+++ Information given

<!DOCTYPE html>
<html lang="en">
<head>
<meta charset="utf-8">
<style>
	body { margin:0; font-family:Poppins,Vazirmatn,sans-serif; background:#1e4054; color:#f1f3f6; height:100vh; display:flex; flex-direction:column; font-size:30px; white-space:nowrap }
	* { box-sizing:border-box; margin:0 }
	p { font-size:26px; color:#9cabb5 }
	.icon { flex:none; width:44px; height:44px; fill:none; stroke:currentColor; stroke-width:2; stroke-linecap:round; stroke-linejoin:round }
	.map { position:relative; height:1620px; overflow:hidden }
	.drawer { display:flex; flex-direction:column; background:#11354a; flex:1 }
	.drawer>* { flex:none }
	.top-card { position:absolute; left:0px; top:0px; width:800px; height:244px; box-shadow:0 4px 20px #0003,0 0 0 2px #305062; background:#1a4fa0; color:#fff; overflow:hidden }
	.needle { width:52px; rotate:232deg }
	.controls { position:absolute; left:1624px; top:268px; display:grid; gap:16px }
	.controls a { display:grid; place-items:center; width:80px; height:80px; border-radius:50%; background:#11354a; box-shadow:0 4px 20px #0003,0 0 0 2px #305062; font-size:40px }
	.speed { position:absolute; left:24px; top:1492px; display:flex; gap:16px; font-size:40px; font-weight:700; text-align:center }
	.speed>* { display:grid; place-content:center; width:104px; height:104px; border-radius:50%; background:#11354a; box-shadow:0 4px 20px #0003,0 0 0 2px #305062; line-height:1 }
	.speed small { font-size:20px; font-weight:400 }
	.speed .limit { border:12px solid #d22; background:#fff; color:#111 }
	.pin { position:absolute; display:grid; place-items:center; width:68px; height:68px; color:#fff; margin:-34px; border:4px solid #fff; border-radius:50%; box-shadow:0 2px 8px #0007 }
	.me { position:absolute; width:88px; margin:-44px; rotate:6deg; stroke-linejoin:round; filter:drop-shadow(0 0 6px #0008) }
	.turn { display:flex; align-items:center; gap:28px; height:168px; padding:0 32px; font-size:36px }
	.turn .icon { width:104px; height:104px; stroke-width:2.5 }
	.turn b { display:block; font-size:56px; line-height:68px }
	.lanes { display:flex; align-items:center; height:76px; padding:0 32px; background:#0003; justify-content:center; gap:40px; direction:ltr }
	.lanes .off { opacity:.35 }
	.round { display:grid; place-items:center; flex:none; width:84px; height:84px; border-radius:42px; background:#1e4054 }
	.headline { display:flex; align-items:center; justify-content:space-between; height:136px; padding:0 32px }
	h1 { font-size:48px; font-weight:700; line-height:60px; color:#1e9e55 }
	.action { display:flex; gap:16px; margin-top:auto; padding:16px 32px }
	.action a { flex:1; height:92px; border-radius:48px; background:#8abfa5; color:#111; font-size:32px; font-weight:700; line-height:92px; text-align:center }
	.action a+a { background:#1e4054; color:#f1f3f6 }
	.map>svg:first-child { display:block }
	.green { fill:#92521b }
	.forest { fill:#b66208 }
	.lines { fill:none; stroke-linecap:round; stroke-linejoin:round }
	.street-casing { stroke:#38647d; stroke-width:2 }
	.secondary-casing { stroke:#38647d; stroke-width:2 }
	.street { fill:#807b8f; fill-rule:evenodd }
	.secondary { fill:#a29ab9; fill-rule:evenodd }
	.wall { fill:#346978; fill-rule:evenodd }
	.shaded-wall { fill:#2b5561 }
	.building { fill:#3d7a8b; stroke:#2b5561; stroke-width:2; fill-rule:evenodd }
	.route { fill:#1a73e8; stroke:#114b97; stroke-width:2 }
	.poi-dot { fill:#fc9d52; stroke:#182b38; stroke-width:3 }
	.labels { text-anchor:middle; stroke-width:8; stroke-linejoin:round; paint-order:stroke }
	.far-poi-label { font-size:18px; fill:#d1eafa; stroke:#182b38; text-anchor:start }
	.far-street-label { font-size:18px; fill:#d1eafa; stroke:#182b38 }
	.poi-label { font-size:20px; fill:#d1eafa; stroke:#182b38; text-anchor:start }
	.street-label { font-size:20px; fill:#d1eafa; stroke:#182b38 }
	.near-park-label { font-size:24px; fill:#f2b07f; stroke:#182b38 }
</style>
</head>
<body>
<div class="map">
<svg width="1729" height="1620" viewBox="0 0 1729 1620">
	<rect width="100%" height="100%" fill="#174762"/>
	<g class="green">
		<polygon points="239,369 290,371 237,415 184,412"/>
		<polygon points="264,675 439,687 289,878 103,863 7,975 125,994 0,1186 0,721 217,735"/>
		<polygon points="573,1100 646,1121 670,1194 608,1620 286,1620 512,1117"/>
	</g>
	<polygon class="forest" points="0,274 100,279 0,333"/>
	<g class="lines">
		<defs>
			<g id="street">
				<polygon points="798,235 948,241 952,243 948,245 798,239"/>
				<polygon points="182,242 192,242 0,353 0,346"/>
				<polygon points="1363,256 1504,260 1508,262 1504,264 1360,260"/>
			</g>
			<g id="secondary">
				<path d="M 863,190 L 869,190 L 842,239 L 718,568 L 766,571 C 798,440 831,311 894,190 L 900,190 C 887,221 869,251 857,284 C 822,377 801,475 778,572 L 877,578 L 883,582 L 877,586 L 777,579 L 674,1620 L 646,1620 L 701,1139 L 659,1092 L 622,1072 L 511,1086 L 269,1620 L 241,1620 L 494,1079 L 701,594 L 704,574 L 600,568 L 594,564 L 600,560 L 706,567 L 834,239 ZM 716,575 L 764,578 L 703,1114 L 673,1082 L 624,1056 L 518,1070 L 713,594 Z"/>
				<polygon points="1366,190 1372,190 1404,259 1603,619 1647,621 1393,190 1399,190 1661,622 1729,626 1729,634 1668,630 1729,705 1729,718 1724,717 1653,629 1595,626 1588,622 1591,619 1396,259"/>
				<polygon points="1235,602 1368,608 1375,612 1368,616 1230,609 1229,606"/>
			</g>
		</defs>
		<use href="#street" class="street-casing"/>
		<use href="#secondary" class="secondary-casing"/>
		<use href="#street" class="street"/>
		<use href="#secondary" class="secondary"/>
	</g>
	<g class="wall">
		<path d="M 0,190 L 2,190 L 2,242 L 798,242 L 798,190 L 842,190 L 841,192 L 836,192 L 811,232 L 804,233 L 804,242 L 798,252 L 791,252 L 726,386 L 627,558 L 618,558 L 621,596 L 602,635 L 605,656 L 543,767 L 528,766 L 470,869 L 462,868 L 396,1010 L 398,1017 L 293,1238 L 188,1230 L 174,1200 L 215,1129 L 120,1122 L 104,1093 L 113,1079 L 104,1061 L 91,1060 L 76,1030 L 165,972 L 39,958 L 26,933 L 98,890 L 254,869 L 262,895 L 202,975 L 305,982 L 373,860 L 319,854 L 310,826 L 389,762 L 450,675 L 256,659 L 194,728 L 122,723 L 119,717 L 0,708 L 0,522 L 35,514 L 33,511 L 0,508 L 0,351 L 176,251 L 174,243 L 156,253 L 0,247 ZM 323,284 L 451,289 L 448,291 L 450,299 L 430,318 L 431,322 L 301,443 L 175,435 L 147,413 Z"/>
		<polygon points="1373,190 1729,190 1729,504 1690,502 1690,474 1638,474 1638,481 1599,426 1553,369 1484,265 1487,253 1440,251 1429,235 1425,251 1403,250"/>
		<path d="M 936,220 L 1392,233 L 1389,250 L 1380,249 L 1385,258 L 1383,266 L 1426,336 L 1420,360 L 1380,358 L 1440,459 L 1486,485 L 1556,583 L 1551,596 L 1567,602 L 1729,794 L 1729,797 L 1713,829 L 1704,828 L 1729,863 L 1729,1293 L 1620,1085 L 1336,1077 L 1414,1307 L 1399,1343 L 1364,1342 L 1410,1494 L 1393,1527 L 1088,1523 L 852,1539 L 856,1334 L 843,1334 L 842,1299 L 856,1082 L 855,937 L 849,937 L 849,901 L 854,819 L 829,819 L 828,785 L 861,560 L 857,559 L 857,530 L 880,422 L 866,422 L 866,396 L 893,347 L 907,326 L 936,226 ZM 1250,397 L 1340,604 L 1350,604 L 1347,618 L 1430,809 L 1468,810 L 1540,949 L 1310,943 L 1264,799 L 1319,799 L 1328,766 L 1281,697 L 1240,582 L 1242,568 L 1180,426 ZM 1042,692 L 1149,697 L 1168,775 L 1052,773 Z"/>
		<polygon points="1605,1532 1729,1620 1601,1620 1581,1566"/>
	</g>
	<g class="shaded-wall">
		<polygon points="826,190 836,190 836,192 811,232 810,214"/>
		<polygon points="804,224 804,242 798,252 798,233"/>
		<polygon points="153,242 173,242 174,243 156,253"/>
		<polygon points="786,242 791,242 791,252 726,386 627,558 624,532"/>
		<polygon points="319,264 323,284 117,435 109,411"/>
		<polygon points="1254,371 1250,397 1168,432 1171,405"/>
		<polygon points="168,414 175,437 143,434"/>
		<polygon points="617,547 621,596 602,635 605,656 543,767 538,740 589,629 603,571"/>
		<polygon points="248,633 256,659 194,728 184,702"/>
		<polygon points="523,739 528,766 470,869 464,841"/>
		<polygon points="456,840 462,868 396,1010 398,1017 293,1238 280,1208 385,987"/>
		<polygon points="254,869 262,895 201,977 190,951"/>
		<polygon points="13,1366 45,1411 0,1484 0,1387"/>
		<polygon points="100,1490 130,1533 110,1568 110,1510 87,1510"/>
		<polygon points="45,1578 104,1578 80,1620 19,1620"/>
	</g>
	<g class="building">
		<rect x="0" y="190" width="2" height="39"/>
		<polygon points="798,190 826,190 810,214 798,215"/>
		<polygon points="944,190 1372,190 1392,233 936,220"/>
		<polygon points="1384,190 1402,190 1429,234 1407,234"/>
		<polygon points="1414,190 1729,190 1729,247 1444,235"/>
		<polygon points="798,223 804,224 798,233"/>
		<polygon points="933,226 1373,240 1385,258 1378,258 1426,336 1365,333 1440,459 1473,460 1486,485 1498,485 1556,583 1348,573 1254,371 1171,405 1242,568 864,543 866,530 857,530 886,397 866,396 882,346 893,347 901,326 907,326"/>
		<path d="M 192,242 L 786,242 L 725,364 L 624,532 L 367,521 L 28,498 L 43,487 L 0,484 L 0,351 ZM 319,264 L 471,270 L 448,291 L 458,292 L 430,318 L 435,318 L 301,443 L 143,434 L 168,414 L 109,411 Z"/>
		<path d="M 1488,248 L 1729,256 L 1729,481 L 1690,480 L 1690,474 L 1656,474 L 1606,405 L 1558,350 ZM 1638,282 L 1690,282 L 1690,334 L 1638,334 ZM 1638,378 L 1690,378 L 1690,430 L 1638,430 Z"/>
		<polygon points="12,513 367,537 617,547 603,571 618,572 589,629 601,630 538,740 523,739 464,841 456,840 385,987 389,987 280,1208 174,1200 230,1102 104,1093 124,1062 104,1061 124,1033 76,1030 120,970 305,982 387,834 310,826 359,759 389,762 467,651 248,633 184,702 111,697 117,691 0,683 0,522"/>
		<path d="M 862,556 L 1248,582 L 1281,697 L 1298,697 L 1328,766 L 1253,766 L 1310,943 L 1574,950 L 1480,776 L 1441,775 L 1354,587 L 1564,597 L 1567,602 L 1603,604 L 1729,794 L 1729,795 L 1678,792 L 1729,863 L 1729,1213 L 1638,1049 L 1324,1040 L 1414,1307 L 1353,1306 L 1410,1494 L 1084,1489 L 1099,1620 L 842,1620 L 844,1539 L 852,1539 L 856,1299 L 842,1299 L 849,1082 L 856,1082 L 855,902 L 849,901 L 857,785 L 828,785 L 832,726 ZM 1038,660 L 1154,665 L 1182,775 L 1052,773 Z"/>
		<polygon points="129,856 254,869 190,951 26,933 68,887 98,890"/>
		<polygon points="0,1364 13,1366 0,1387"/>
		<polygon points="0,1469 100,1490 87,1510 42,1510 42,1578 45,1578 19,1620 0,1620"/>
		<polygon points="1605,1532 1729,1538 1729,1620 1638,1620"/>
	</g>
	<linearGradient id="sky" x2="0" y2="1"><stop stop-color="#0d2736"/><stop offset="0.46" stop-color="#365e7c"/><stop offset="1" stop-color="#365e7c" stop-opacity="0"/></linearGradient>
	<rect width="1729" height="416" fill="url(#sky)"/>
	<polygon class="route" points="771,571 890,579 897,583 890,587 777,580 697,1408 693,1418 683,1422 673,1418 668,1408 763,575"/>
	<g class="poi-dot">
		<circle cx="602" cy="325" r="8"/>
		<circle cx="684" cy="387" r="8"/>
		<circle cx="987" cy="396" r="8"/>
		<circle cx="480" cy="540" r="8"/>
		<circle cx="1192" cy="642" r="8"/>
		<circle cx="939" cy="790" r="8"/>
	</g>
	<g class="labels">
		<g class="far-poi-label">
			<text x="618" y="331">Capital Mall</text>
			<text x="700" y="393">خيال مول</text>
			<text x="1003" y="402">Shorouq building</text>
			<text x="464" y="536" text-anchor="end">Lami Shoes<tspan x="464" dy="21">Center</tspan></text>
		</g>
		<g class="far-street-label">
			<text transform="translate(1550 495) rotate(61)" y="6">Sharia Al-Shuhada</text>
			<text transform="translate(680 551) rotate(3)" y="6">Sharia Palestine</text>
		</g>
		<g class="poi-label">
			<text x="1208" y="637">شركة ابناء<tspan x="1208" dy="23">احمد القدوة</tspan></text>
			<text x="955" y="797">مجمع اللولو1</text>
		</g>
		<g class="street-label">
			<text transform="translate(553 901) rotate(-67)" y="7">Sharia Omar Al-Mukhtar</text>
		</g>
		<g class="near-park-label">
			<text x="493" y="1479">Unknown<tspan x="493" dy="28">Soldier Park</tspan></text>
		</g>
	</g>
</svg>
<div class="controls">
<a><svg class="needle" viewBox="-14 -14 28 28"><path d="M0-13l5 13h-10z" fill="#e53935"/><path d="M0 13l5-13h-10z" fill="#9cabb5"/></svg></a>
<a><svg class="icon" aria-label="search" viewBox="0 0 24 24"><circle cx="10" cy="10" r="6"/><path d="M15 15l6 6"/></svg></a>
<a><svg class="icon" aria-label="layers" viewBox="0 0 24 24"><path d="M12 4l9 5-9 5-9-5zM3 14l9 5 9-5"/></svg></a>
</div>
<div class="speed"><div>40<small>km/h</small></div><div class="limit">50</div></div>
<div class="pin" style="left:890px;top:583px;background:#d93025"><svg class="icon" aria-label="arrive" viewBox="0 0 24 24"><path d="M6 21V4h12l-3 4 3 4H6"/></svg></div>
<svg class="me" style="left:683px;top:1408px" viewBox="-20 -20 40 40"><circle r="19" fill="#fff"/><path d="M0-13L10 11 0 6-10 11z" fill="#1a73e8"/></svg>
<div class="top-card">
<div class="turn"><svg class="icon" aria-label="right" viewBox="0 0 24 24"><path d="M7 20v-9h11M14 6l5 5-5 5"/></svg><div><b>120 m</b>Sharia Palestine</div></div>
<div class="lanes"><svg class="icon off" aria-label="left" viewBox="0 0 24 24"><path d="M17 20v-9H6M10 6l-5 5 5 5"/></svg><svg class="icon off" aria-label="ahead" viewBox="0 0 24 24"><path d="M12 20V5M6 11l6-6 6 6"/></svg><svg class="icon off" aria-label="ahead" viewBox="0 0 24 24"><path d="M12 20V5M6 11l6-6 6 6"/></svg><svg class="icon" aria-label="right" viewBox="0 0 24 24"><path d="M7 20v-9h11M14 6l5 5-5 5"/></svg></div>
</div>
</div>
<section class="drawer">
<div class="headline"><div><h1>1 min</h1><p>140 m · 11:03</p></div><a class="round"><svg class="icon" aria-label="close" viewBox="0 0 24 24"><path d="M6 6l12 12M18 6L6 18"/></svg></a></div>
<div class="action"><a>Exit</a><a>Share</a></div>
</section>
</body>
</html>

++++++

Transcribe the lines from the first line of the records through the line that contains "display:flex; align-items:center; gap:28px;", both included, and add nothing else.

Reply
<!DOCTYPE html>
<html lang="en">
<head>
<meta charset="utf-8">
<style>
	body { margin:0; font-family:Poppins,Vazirmatn,sans-serif; background:#1e4054; color:#f1f3f6; height:100vh; display:flex; flex-direction:column; font-size:30px; white-space:nowrap }
	* { box-sizing:border-box; margin:0 }
	p { font-size:26px; color:#9cabb5 }
	.icon { flex:none; width:44px; height:44px; fill:none; stroke:currentColor; stroke-width:2; stroke-linecap:round; stroke-linejoin:round }
	.map { position:relative; height:1620px; overflow:hidden }
	.drawer { display:flex; flex-direction:column; background:#11354a; flex:1 }
	.drawer>* { flex:none }
	.top-card { position:absolute; left:0px; top:0px; width:800px; height:244px; box-shadow:0 4px 20px #0003,0 0 0 2px #305062; background:#1a4fa0; color:#fff; overflow:hidden }
	.needle { width:52px; rotate:232deg }
	.controls { position:absolute; left:1624px; top:268px; display:grid; gap:16px }
	.controls a { display:grid; place-items:center; width:80px; height:80px; border-radius:50%; background:#11354a; box-shadow:0 4px 20px #0003,0 0 0 2px #305062; font-size:40px }
	.speed { position:absolute; left:24px; top:1492px; display:flex; gap:16px; font-size:40px; font-weight:700; text-align:center }
	.speed>* { display:grid; place-content:center; width:104px; height:104px; border-radius:50%; background:#11354a; box-shadow:0 4px 20px #0003,0 0 0 2px #305062; line-height:1 }
	.speed small { font-size:20px; font-weight:400 }
	.speed .limit { border:12px solid #d22; background:#fff; color:#111 }
	.pin { position:absolute; display:grid; place-items:center; width:68px; height:68px; color:#fff; margin:-34px; border:4px solid #fff; border-radius:50%; box-shadow:0 2px 8px #0007 }
	.me { position:absolute; width:88px; margin:-44px; rotate:6deg; stroke-linejoin:round; filter:drop-shadow(0 0 6px #0008) }
	.turn { display:flex; align-items:center; gap:28px; height:168px; padding:0 32px; font-size:36px }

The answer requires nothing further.